Prosecutors with the U.S. Attorney’s Office in Los Angeles accused Oren David Sela, 35, of three counts of bank fraud, one count of aggravated identity theft, one count of possession of 15 or more unauthorized access devices, one count of unlawful possession of at least five identity documents, and two counts of possession of stolen mail in a previously sealed indictment filed Oct. 6. If convicted as charged, he could face a maximum sentence of up to 75 years in federal prison.
The BHPD’s investigation into the matter began with a report of fraud on April 6, 2022, targeting a local resident identified as A.W., in the indictment against Sela. The victim’s family told officers someone had withdrawn well over $400,000 out of their Bank of America account and deposited it into a separate one that was also under A.W.’s name.
BHPD Det. Eric Bender learned that the application for the fraudulent account listed an address on the 900 block of Westmount Drive in West Hollywood, Sela’s residence at the time. His email address was also linked to the phony account. Notifications sent by Bank of America to that email address attempted to notify the named Bank of America client that “someone on your account switched to a new device by moving the SIM card,” according to the indictment.

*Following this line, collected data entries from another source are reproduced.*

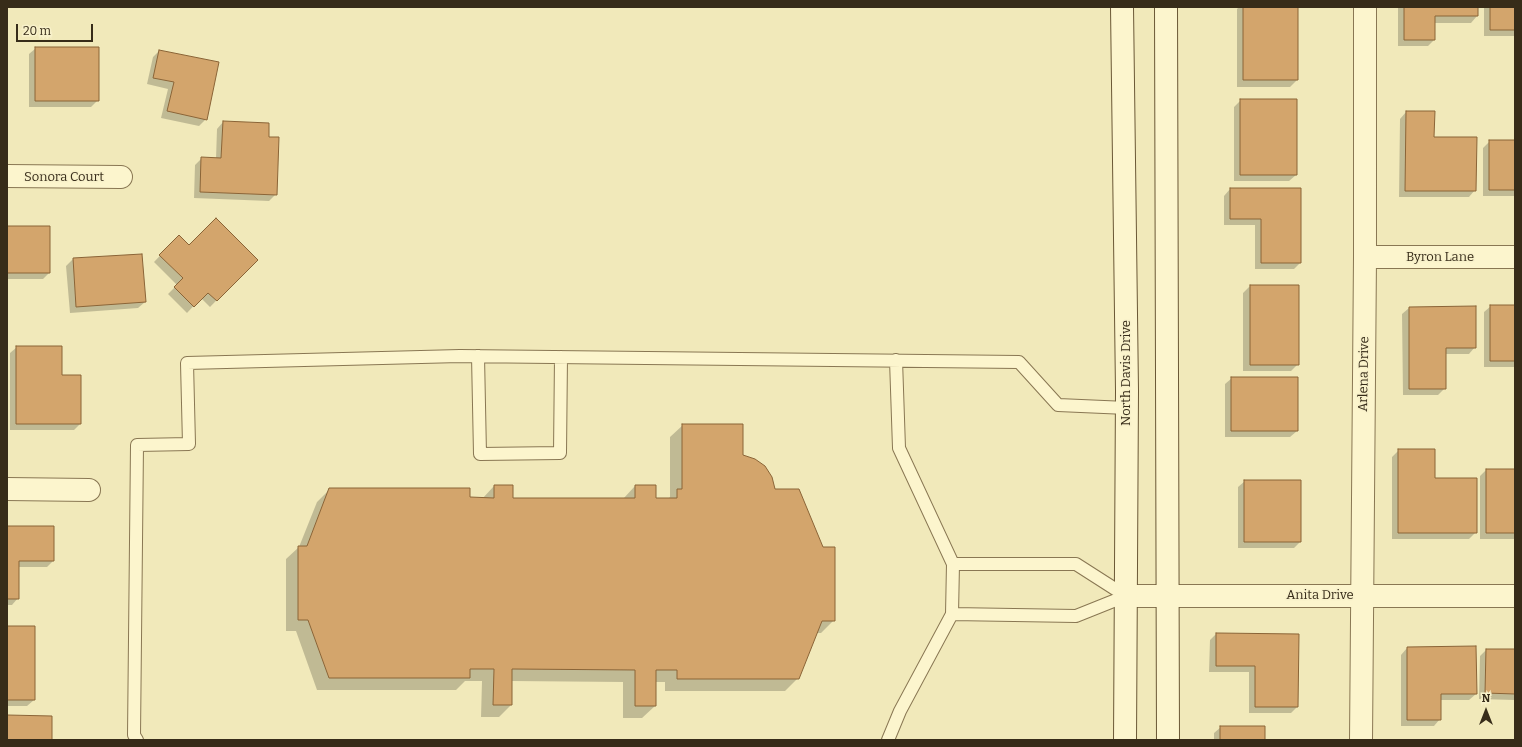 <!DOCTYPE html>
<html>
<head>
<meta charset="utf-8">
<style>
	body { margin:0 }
	#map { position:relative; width:1522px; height:747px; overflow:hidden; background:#f1e9ba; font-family:Bitter,serif }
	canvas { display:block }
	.frame { position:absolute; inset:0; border:8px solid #372c19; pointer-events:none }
	.north { position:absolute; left:1466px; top:691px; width:40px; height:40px; -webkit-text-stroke:3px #f8f1ca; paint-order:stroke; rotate:0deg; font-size:11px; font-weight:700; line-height:16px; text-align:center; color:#372c19 }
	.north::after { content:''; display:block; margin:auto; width:14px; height:18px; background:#372c19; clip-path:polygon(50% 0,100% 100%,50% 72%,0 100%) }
	.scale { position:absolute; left:16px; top:24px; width:77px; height:18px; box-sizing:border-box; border:2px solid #372c19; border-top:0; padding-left:5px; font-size:12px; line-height:14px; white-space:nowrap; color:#372c19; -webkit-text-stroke:3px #f8f1ca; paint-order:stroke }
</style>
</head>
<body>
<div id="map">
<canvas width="1522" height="747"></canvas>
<div class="frame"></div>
<div class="north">N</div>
<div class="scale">20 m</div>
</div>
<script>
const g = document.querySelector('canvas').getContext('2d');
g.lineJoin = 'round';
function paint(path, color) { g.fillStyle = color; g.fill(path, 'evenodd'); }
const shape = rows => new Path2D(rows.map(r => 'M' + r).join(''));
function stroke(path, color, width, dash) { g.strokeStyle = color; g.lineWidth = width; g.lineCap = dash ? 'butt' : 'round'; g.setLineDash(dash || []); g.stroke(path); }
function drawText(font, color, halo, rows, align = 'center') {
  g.font = font + ' Bitter,serif'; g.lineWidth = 3; g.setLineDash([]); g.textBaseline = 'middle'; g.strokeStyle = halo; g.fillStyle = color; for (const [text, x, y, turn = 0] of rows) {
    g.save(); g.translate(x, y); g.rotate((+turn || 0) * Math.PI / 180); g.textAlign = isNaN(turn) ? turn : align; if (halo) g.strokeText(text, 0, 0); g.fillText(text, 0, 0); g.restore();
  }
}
paint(shape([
	[1239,7,1297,7,1297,80,1290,87,1237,87,1237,9],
	[1398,7,1477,7,1477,16,1471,23,1434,23,1434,40,1428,46,1398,46],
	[1484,7,1515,7,1515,36,1484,36],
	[36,48,98,100,91,107,29,107,29,54],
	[159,51,206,119,199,126,161,118,168,89,147,84,153,57],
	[1241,100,1296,175,1289,181,1234,181,1234,107],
	[1406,112,1433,138,1475,190,1469,197,1399,197,1400,119],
	[223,122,268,138,276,194,269,201,194,198,195,165,202,158,216,159,217,129],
	[1490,141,1515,141,1515,196,1483,196,1483,148],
	[1230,189,1300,189,1300,263,1294,269,1255,269,1255,225,1224,225,1224,196],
	[7,227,49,273,43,279,7,279],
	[179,236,189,246,256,260,210,307,201,298,187,313,168,294,177,285,154,262],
	[141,255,145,302,138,308,70,313,66,266,73,259],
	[1250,286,1298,286,1298,364,1291,371,1243,371,1243,293],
	[1491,306,1515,306,1515,367,1484,367,1484,312],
	[1475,307,1475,347,1469,354,1445,354,1445,388,1438,395,1403,395,1402,314,1409,308],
	[17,347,61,376,80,424,74,430,10,430,10,353],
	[1232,378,1297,431,1290,437,1225,437,1225,384],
	[683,425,742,455,774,490,834,620,821,633,816,633,798,678,785,691,665,691,665,682,655,682,655,706,642,718,623,718,623,682,511,681,511,705,499,717,481,717,482,681,465,681,456,690,317,690,296,631,286,631,286,559,299,547,317,502,330,489,482,499,494,486,512,499,623,499,635,486,655,499,668,499,670,497,670,437],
	[1399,450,1434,479,1476,532,1469,539,1392,539,1392,457],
	[1486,470,1515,470,1515,539,1480,539,1480,476],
	[1245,481,1300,542,1294,548,1238,548,1238,487],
	[7,527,53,561,47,567,18,567,18,598,12,605,7,605],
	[7,627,34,700,27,706,7,706],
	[1216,634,1298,635,1297,707,1291,713,1249,713,1249,672,1209,672,1210,640],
	[1407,648,1476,694,1469,700,1440,700,1440,719,1434,726,1401,726,1401,655],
	[1486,650,1515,650,1515,717,1514,700,1479,699,1480,656],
	[1221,727,1264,740,1214,740,1214,733]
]), '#0003');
const building = shape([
	[1243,7,1298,7,1298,80,1243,80,1243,7],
	[1404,7,1478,7,1478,16,1435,16,1435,40,1404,40,1404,7],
	[1490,7,1515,7,1515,30,1490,30,1490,7],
	[35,47,99,47,99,101,35,101,35,47],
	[159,50,219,62,207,120,167,111,174,82,153,78,159,50],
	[1240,99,1297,99,1297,175,1240,175,1240,99],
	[1406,111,1435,111,1434,137,1477,137,1476,191,1405,191,1406,111],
	[223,121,269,123,269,137,279,137,277,195,200,192,201,157,221,158,223,121],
	[1489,140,1515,140,1515,190,1489,190,1489,140],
	[1230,188,1301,188,1301,263,1261,263,1261,219,1230,219,1230,188],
	[216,218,258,260,217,301,208,293,194,307,174,287,183,278,159,255,179,235,189,245,216,218],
	[7,226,50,226,50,273,7,273,7,226],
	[142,254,146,302,76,307,73,258,142,254],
	[1250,285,1299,285,1299,365,1250,365,1250,285],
	[1490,305,1515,305,1515,361,1490,361,1490,305],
	[1476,306,1476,348,1446,348,1446,389,1409,389,1409,307,1476,306],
	[16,346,62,346,62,375,81,375,81,424,16,424,16,346],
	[1231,377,1298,377,1298,431,1231,431,1231,377],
	[682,424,743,424,743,455,755,459,765,466,772,477,775,489,799,489,823,547,835,547,835,621,822,621,799,679,677,679,677,670,656,670,656,706,635,706,635,670,512,669,512,705,493,705,494,669,470,669,470,678,329,678,308,620,298,620,298,546,307,546,329,488,470,488,470,497,494,498,494,485,513,485,513,498,635,498,635,485,656,485,656,498,677,498,677,489,682,489,682,424],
	[1398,449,1435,449,1435,478,1477,478,1477,533,1398,533,1398,449],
	[1486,469,1515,469,1515,533,1486,533,1486,469],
	[1244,480,1301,480,1301,542,1244,542,1244,480],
	[7,526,54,526,54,561,19,561,19,599,7,599,7,526],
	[7,626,35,626,35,700,7,700,7,626],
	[1216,633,1299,634,1298,707,1255,707,1255,666,1216,666,1216,633],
	[1476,646,1477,694,1441,694,1441,720,1407,720,1407,647,1476,646],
	[1486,649,1515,649,1515,694,1485,693,1486,649],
	[7,715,52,716,52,740,7,740,7,715],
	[1220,726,1265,726,1265,740,1220,740,1220,726]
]);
paint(building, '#d3a56c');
stroke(building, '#8a6437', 1);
const lane = shape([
	[478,356,480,454,560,453,561,357],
	[953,564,1076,564,1126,596],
	[952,614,1076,616,1126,596],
	[137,740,134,735,137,445,189,444,187,363,460,356,1019,362,1058,405,1127,408],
	[888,740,900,711,952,614,953,564,899,448,896,360]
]);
const street = shape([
	[7,176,121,177],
	[1365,257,1515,257],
	[7,489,89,490],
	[1126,596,1515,596],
	[1361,740,1365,257,1365,7]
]);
const secondary = shape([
	[1122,7,1127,391,1125,740],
	[1166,7,1168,740]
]);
stroke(lane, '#897753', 14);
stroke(street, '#897753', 24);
stroke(secondary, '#6b5836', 24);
stroke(lane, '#fcf5cd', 12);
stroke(street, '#fcf5cd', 22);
stroke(secondary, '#fcf5cd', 22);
drawText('13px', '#372c19', '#f8f1ca', [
	["Sonora Court",64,177],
	["Byron Lane",1440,257],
	["North Davis Drive",1126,373,-90],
	["Arlena Drive",1364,374,-89],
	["Anita Drive",1320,595]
]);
</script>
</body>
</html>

While the investigation was still in progress, Sela was stopped by the BHPD on Dec. 21, 2022 while driving a Mercedes-Benz that had been reported stolen. Officers found a total of six banking cards bearing the names of four separate victims, as well as three cell phones.
When police tried to call one of those four victims, identified as M.A. in the indictment, one of the cell phones they seized from Sela rang. When Bender later spoke with that victim’s daughter, he learned that the number officers called had been M.A.’s landline since 1979, and that it had inexplicably stopped working about two years ago.

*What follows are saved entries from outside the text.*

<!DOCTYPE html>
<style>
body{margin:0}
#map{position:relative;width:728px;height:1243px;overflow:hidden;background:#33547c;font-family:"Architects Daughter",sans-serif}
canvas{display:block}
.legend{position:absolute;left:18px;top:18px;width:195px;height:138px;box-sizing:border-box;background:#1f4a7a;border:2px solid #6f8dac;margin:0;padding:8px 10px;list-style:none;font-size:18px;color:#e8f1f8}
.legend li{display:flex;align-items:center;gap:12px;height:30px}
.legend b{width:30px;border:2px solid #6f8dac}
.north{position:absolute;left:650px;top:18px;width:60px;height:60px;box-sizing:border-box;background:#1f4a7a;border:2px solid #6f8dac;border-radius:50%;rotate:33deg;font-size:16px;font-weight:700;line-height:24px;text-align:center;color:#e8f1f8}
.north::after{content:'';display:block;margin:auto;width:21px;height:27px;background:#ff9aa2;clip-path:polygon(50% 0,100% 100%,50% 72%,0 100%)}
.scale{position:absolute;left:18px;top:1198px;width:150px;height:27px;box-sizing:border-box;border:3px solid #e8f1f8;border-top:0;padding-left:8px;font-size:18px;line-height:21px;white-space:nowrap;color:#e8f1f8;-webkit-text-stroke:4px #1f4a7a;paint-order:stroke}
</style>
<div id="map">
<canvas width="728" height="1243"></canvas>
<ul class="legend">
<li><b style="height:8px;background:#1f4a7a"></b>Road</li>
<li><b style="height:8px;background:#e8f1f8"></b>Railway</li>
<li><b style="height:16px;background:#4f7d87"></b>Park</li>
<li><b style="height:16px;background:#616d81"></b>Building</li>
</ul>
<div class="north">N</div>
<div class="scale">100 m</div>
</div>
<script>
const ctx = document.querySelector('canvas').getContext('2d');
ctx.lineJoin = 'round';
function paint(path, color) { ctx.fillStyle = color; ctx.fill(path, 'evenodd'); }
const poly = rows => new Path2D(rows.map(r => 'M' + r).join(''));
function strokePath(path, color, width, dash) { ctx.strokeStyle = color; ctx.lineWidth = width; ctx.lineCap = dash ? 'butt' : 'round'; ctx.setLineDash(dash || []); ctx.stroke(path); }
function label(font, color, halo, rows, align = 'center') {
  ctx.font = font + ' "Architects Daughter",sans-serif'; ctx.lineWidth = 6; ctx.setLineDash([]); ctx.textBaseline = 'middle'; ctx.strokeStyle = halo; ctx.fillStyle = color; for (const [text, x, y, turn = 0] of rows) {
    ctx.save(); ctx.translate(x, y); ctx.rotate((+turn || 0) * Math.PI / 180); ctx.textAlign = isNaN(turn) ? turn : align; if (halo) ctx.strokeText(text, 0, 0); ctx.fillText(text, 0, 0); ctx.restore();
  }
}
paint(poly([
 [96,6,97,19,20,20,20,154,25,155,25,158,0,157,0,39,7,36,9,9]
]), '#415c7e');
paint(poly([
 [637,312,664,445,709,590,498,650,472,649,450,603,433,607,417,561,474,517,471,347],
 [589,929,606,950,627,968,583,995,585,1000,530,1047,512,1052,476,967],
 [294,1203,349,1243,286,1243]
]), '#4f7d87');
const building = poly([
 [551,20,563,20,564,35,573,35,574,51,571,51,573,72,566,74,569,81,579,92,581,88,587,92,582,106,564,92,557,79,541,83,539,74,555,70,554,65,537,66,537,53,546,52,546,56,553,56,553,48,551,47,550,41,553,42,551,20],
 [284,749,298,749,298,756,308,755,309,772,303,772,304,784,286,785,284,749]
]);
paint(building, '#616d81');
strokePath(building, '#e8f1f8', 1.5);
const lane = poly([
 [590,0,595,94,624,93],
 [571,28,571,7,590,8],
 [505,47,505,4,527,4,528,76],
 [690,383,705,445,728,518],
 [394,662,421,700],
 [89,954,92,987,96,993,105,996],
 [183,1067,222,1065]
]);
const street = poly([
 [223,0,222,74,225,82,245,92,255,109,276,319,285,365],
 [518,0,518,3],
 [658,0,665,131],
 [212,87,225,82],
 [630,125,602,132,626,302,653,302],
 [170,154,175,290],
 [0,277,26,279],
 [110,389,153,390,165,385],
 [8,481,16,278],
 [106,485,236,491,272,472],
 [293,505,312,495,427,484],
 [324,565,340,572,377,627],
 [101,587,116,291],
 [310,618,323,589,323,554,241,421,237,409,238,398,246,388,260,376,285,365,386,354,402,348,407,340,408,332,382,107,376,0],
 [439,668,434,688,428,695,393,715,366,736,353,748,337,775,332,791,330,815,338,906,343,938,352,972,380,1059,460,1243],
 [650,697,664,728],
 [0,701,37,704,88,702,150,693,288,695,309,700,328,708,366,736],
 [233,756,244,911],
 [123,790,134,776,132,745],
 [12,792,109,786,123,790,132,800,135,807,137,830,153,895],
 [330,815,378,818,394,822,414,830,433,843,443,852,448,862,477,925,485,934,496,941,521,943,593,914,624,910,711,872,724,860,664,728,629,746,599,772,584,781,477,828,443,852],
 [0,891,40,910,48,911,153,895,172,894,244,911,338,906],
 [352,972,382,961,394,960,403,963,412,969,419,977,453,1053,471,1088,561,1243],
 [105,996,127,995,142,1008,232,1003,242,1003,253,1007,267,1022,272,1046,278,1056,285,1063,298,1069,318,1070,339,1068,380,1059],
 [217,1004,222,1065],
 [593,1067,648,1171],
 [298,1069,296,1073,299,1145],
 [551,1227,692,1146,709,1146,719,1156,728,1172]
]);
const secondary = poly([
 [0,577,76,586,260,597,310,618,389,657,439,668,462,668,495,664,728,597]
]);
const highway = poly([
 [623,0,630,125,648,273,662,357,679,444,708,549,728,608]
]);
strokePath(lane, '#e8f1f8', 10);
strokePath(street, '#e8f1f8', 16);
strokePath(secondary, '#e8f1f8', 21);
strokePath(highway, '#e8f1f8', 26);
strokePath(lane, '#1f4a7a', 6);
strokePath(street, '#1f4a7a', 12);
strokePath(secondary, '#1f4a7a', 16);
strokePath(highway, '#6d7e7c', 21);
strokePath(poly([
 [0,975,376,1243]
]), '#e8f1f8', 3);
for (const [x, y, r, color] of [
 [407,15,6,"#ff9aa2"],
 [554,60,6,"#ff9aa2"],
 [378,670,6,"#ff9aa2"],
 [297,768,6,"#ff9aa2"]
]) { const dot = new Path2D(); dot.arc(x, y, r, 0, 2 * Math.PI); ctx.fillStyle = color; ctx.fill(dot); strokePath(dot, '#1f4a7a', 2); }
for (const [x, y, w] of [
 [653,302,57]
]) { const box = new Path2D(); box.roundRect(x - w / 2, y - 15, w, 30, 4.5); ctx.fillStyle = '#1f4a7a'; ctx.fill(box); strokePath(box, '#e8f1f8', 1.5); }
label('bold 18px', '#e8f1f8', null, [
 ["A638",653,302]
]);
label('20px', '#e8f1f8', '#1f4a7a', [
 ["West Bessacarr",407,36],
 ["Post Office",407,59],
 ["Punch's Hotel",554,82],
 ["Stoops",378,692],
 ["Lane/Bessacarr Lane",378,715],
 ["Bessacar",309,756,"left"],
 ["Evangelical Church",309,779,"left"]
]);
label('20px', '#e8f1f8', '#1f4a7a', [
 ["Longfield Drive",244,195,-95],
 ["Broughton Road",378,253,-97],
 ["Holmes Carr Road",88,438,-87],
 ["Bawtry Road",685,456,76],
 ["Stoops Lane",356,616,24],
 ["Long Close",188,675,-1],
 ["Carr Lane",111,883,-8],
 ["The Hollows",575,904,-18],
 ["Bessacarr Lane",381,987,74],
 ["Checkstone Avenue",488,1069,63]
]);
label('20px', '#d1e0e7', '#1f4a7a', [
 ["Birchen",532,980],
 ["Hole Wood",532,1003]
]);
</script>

About $1.88 million had been transferred out of M.A.’s T.D. Ameritrade, Inc. account and deposited into a fraudulent account opened with Fidelity Bank and Charles Schwab Corporation in the victim’s name, according to the indictment.
“Based on my training and experience and my knowledge of this investigation, I believe that this constitutes evidence that Sela ported, or “SIM-swapped,” M.A.’s phone number, likely as part of a broader effort to conduct fraud against M.A.,” U.S. Secret Service Special Agent Derek Van Wang wrote in an affidavit supporting a federal case against Sela.

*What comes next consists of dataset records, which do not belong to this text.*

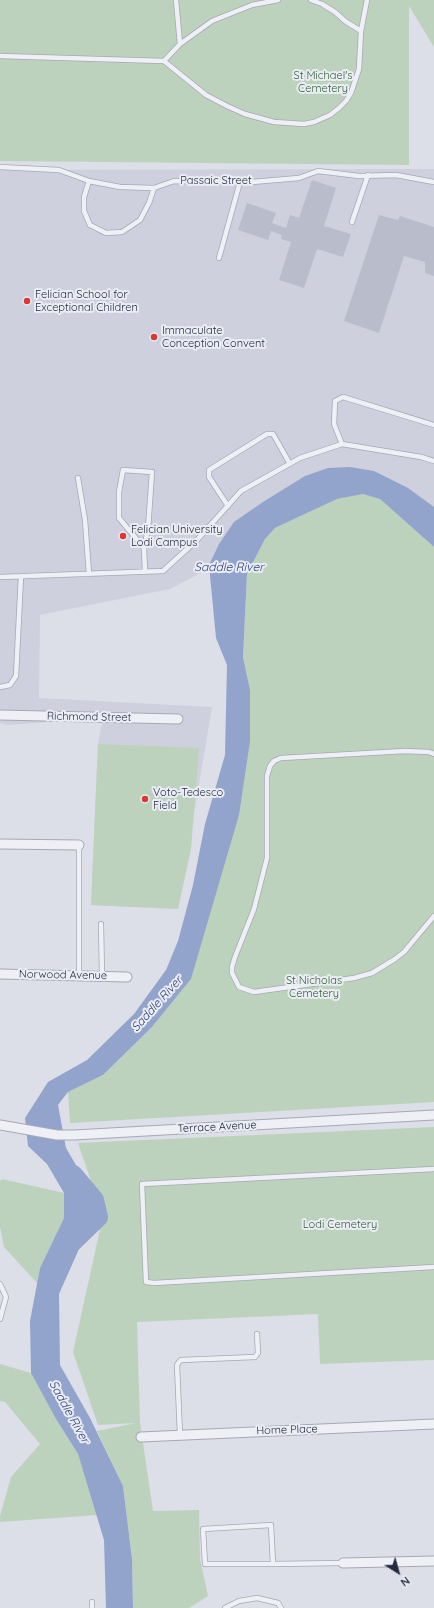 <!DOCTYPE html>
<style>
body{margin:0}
#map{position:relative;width:434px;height:1608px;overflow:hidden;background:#dcdee8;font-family:Quicksand,sans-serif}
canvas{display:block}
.north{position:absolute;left:378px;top:1552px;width:40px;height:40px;-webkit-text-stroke:3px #ebedf5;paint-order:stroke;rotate:143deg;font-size:11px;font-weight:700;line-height:16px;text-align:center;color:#24293f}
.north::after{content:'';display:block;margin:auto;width:14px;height:18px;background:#24293f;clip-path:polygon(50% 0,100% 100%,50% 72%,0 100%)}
</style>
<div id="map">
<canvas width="434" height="1608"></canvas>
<div class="north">N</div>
</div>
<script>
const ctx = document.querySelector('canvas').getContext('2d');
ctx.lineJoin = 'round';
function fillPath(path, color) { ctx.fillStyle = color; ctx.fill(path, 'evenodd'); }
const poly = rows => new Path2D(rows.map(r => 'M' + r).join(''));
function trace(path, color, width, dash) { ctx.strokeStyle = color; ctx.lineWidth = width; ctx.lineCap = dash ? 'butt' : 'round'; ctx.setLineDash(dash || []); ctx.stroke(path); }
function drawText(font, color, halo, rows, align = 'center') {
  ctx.font = font + ' Quicksand,sans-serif'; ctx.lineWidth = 4; ctx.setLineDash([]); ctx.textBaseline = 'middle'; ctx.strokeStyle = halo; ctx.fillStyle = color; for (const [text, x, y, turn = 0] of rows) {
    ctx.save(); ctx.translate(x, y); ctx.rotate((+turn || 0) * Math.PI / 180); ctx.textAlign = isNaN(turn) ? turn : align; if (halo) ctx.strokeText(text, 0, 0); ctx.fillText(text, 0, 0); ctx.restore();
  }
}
const built = poly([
 [434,169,434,507,296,487,216,565,170,589,40,615,39,698,212,707,178,909,91,905,98,744,103,718,7,725,0,723,0,170]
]);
const green = poly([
 [0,0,434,0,434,47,409,6,409,165,0,161],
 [363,494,380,499,434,547,434,1102,70,1123,68,1092,103,1075,152,1027,191,979,250,690,243,657,247,574,265,539,275,528,337,499],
 [98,744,199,748,191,849,178,909,91,905],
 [434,1127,434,1360,320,1364,318,1314,137,1322,140,1423,153,1511,199,1510,200,1559,208,1596,189,1608,133,1608,132,1559,123,1486,97,1431,136,1423,98,1425,73,1352,103,1216,78,1143],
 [2,1179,64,1193,64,1218,40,1268,37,1283,4,1247,0,1227,0,1181],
 [0,1364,31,1373,56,1419,78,1454,97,1515,0,1522,0,1516,11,1477,40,1444,5,1402,0,1401]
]);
const water = poly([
 [350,467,374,471,408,488,434,507,434,547,380,499,363,494,337,499,275,528,265,539,247,574,243,657,250,690,250,741,239,815,191,979,152,1027,103,1075,68,1092,58,1105,66,1148,80,1172,92,1199,91,1222,59,1294,60,1365,90,1418,123,1486,132,1559,133,1608,106,1608,104,1540,78,1454,56,1419,31,1373,30,1321,40,1268,64,1218,64,1193,47,1164,28,1146,25,1118,48,1082,87,1060,134,1014,166,970,178,941,193,885,205,824,225,755,227,665,216,638,209,565,219,544,234,522,263,502,305,476,328,468]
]);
const river = poly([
 [68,1246,98,1217,94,1200,73,1175]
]);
const building = poly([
 [312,180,336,188,324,226,351,234,343,257,317,249,304,288,279,280,291,242,281,239,282,235,271,231,268,240,238,230,247,203,276,213,272,223,286,228,290,215,299,218],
 [379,215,398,220,400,216,434,227,434,276,425,273,425,262,404,256,379,333,344,321]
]);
const lane = poly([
 [176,0,180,44],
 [361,31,367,0],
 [0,56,164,61,206,95,227,106,245,114,274,122,304,124,314,122,330,115,339,108,346,101,351,93,359,69,361,31,345,21,335,12,322,4,311,0],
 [164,61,180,44,212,21,252,5,278,0],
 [0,167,59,170,89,181,120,187,154,188,174,181,252,182,299,178,318,171,359,176,396,175,434,182],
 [89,181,84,197,84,211,90,225,106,233,122,232,140,220,149,203,154,188],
 [352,222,368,175],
 [219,258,240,182],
 [342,444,334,424,335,401,343,397,434,425],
 [78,478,85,520,89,574],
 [228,506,209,477,209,470,267,434,273,434,290,464],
 [144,548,119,518,119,492,123,470,152,472,148,529,144,548,145,571],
 [0,577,163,571,197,540,241,491,300,458,342,444,421,457,434,461],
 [0,687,10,685,16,676,21,576],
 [434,754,429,752,405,751,281,758,274,761,270,766,267,776,267,858,254,909,235,957,232,967,232,973,239,987,254,992,354,978,372,973,395,959,404,952,434,916],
 [79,845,79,976],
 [101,924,102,976],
 [434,1169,142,1184,146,1282,154,1283,434,1267],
 [0,1284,6,1297,0,1319],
 [180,1435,177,1365,179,1362,181,1360,255,1357,258,1353,257,1334],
 [273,1564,271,1525,203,1529,205,1564,273,1564,343,1563],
 [92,1608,92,1602],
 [225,1608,239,1601,257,1598,278,1603,281,1608]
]);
const street = poly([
 [0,715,178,719],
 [0,844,79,845],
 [0,974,127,977],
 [0,1125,57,1135,74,1135,434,1115],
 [141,1437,434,1424],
 [343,1563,434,1561]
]);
const markers = [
 [27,301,4,"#da3933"],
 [154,337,4,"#da3933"],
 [123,536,4,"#da3933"],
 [145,799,4,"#da3933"]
];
const parkNames = [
 ["St Michael's",323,76],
 ["Cemetery",323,89],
 ["St Nicholas",314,981],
 ["Cemetery",314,994],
 ["Lodi Cemetery",340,1225]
];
const streetNames = [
 ["Passaic Street",216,181],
 ["Richmond Street",89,717,1],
 ["Norwood Avenue",63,975,1],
 ["Terrace Avenue",217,1127,-3],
 ["Home Place",287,1430,-2]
];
const poiNames = [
 ["Felician School for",35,295],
 ["Exceptional Children",35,308],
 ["Immaculate",162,331],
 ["Conception Convent",162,344],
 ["Felician University",131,530],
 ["Lodi Campus",131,543],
 ["Voto-Tedesco",153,793],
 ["Field",153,806]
];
const waterNames = [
 ["Saddle River",229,567],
 ["Saddle River",157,1004,-48],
 ["Saddle River",69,1412,61]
];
fillPath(built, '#ced0dd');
fillPath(green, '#bdd2bc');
fillPath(water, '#93a4cc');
trace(river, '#93a4cc', 20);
fillPath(building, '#b9bccb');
trace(lane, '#a5a8b5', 6);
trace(street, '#a5a8b5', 11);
trace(lane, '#eff0f6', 4.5);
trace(street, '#eff0f6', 9);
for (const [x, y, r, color] of markers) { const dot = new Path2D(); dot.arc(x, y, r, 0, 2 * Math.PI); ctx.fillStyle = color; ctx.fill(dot); trace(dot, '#ebedf5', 1.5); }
drawText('11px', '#305c30', '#ebedf5', parkNames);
drawText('11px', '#24293f', '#ebedf5', streetNames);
drawText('11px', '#24293f', '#ebedf5', poiNames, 'left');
drawText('italic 12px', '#2b3e77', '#ebedf5', waterNames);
</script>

SIM swapping is the process of reassigning an existing number to a cell phone SIM card, thereby rerouting all further texts and calls. That can allow fraudsters to intercept messages and security notifications intended for their victims.
Evidence gathered by BHPD allowed them to obtain a warrant and search the defendant’s apartment on Dec. 27, 2022. They found a large amount of stolen mail containing victims’ personal information, five genuine California driver’s licenses belonging to different people, seven banking cards linked to confirmed cases of fraud, and statements related to 18 different phony or compromised bank accounts.
Police identified at least 25 victims in Sela’s alleged mail and identity theft scheme, federal prosecutors said. They accused him of using $16,785.58 in stolen funds for the purchase of a watch from Saks Fifth Avenue.
Cameras inside that retailer as well as the Beverly Hills Neiman Marcus showed the defendant using reportedly stolen bank cards to pay for merchandise. Additional surveillance footage showed Sela stealing cards and documents from victims’ mailboxes in the Beverly Hills area.
Despite his arrest in December, investigators allege that he recently attempted to defraud even more people. BHPD Det. Alex Kalé reported that the defendant was seen trying to steal from mailboxes in Beverly Hills on at least three occasions in the last two months, according to the indictment. One of those mailboxes belonged to an elderly man living on Arkell Drive who had been notified that a credit card in his name that he did not apply for was being delivered to him.
The federal public defender assigned to represent Sela could not immediately be reached for comment. The defendant is scheduled to appear at an arraignment hearing at the Edward R. Roybal Federal Building and United States Courthouse on Oct. 30.